Prime Minister Scott Morrison will propose to ditch the National Energy Guarantee – which has divided the Coalition – before the party room when parliament resumes next week.
But despite this, the government has claimed it will remain committed to meeting its Paris emissions targets.
“The government remains committed to meeting its Paris targets,” a spokesperson from the prime minister’s office told AAP on Saturday.
“Our commitment stands, but we won’t be legislating it.”
Earlier, Mr Morrison confirmed to The Weekend Australian that the energy policy formed by his predecessor, Malcolm Turnbull, would be given the flick.
“The NEG is dead, long live reliability guarantee, long live default prices, long live backing new power generation,” Mr Morrison said.
“Largely, we are in that position already anyway, so it’s not a major shift.
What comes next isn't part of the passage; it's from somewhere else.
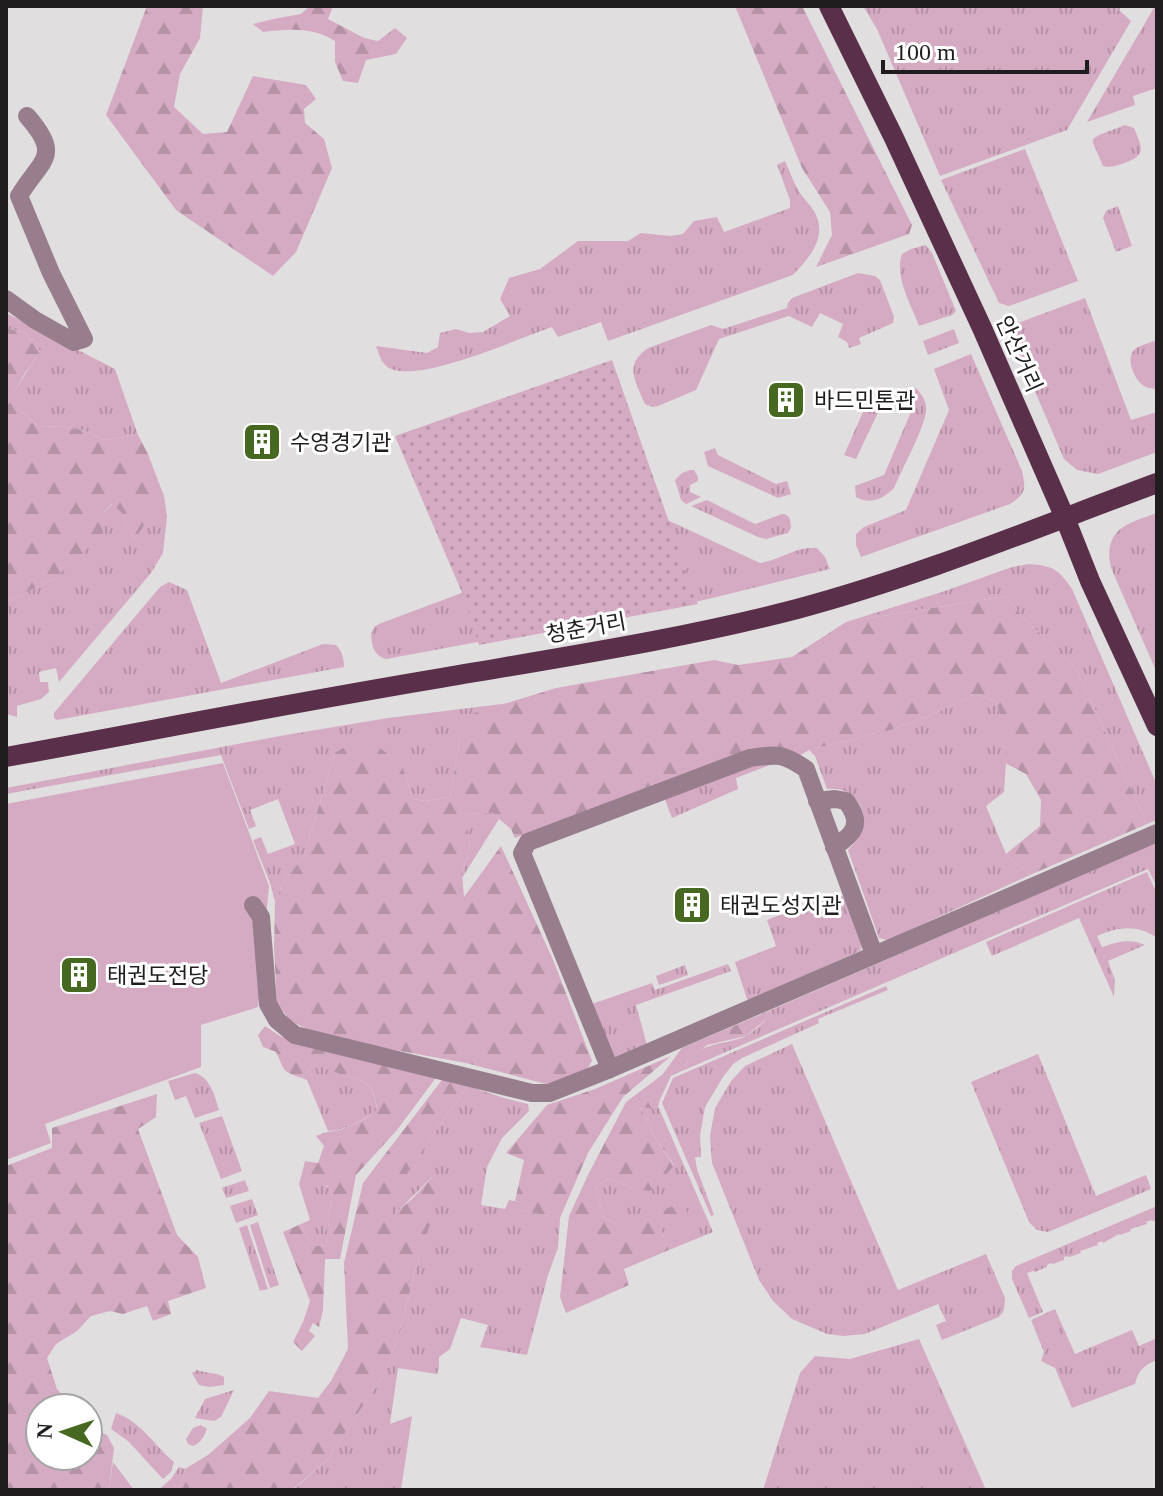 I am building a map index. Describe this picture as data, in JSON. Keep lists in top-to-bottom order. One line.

But we just need to put to rest any suggestion that this legislation is going ahead.”
Speaking to the ABC, Liberal MP Trent Zimmerman conceded he was sorry to see the NEG go, but that all its energy-reliability guarantees would remain.
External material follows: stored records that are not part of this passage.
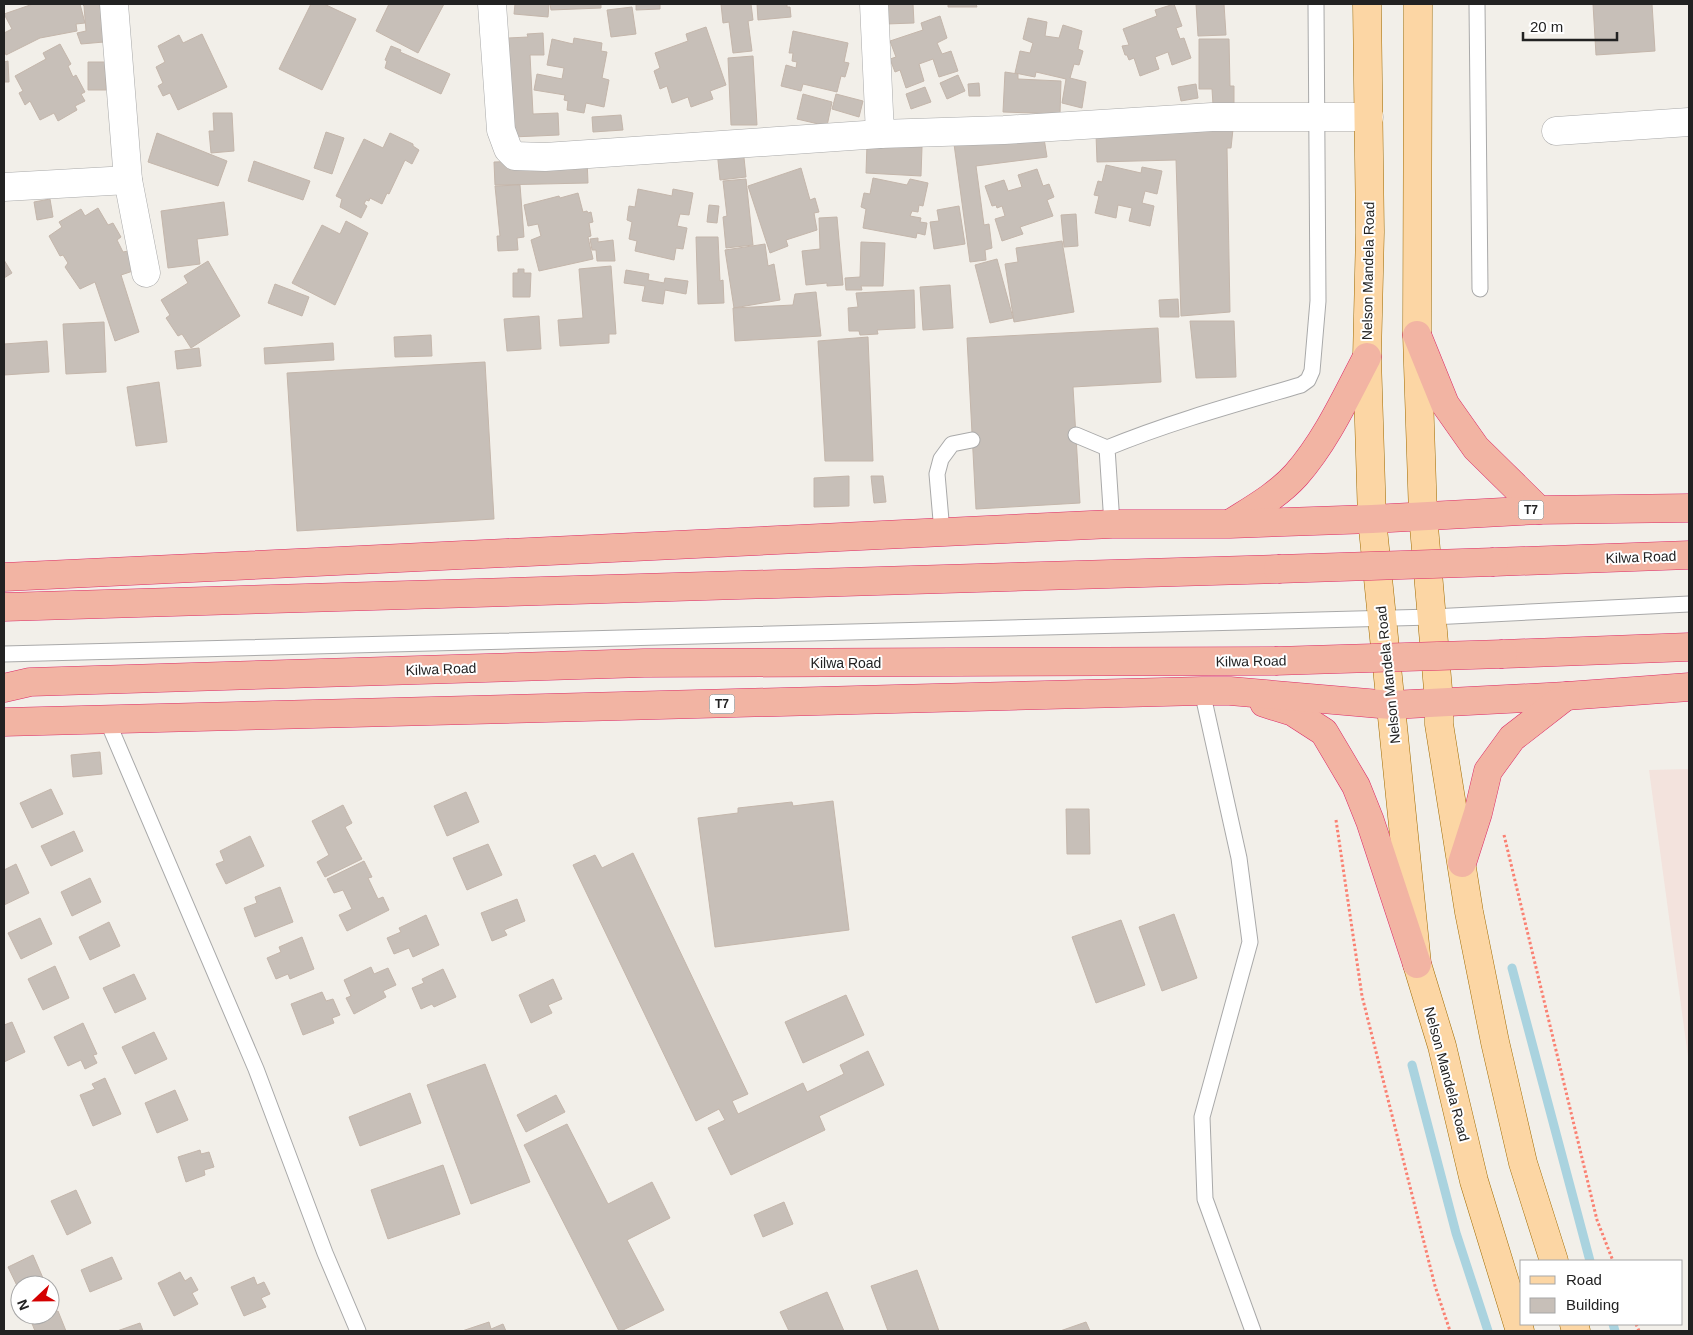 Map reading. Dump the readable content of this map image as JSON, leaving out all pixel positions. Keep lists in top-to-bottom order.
{
  "streets": {
    "highway": ["T7", "Kilwa Road"],
    "main road": ["Nelson Mandela Road"]
  },
  "crossings": [
    ["Nelson Mandela Road", "T7"]
  ],
  "legend": ["Road", "Building"],
  "scale_bar": "20 m",
  "north": "left"
}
“The first thing to say is we’re not tearing up the Paris targets,” he said.
There was internal division within the Coalition over whether to legislate them or not.
“But our commitment to fulfil them remains,” he said.
Even with the dumping of the NEG, Mr Zimmerman said the government still had a strong energy policy focused on driving down prices.
This included giving new powers to the Australian Consumer and Competition Commission to sanction and divest energy companies not playing fair.
It also included an investment guarantee to support dispatchable power.
But Labor MP Linda Burney called out Australia’s new energy minister, Angus Taylor, for playing down the importance of the Paris Agreement.
“I’m astounded that the government would walk away from trying to land a national energy policy,” Ms Burney told the ABC.
“If the government says they’re moving to lowering power prices, forgetting renewables, forgetting the National Energy Guarantee – I think is really fraught.”